Aruba Networks on Thursday acquired Meridian Apps, a privately held company, that offers indoor location based services.
With the move, Aruba is looking to combine its enterprise Wi-Fi technology with Meridian's location services to provide context about users and devices.
The aim is to create an "indoor GPS" system to enable applications inside of malls, casinos, arenas and museums. The idea is that companies will be able to better deliver contextual ads, directions and various pitches.
In a blog post, Meridian co-founder Nick Farina said:
Since we launched in March 2011, locations have used Meridian’s software platform to builds apps that let you find exhibits at the Art Institute of Chicago, poker tables at the Bellagio, and menswear at Macy’s.

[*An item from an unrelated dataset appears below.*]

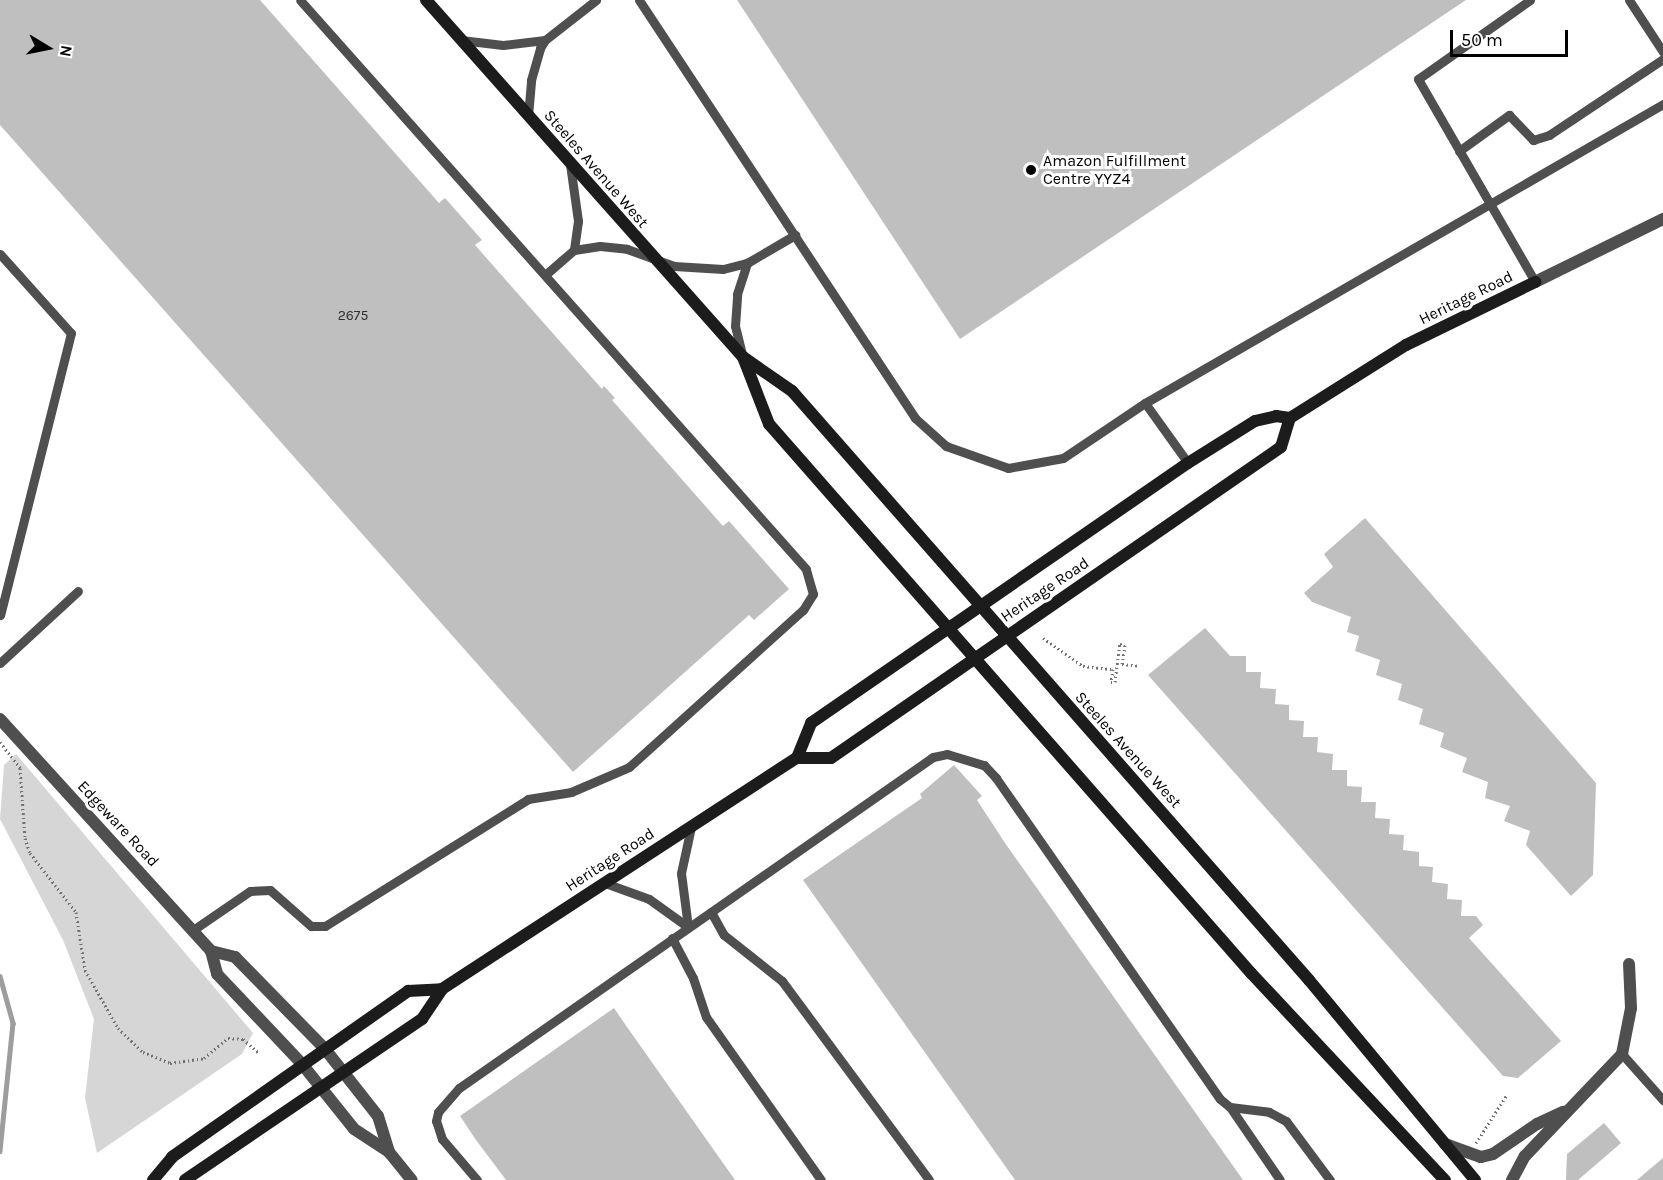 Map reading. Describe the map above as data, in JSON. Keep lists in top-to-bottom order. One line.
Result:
{"streets":{"main road":["Steeles Avenue West","Heritage Road"],"street":["Edgeware Road"]},"crossings":[["Steeles Avenue West","Heritage Road"],["Heritage Road","Edgeware Road"]],"places":["Amazon Fulfillment Centre YYZ4"],"house_numbers":["2675"],"scale_bar":"50 m","north":"right"}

What we found was that we often partnered with wireless network providers when approaching new locations with our software platform. In order to use our indoor location system, locations usually need to install or upgrade their Wifi network. And often this results in the location opening the network up for visitors, which is a win-win for everyone.
So we think it makes perfect sense to join a forward-thinking company like Aruba who really gets mobile and wants to expand the definition of what it means to have a Wifi network.
Separately, Aruba reported a fiscal third quarter net loss of $20.2 million, or 18 cents a share, on revenue of $147.1 million, up 12 percent from a year ago. Non-GAAP earnings were 11 cents a share.
Aruba, which previously said its, said customers were cautious but overall mobility and bring your own device trends would benefit the company.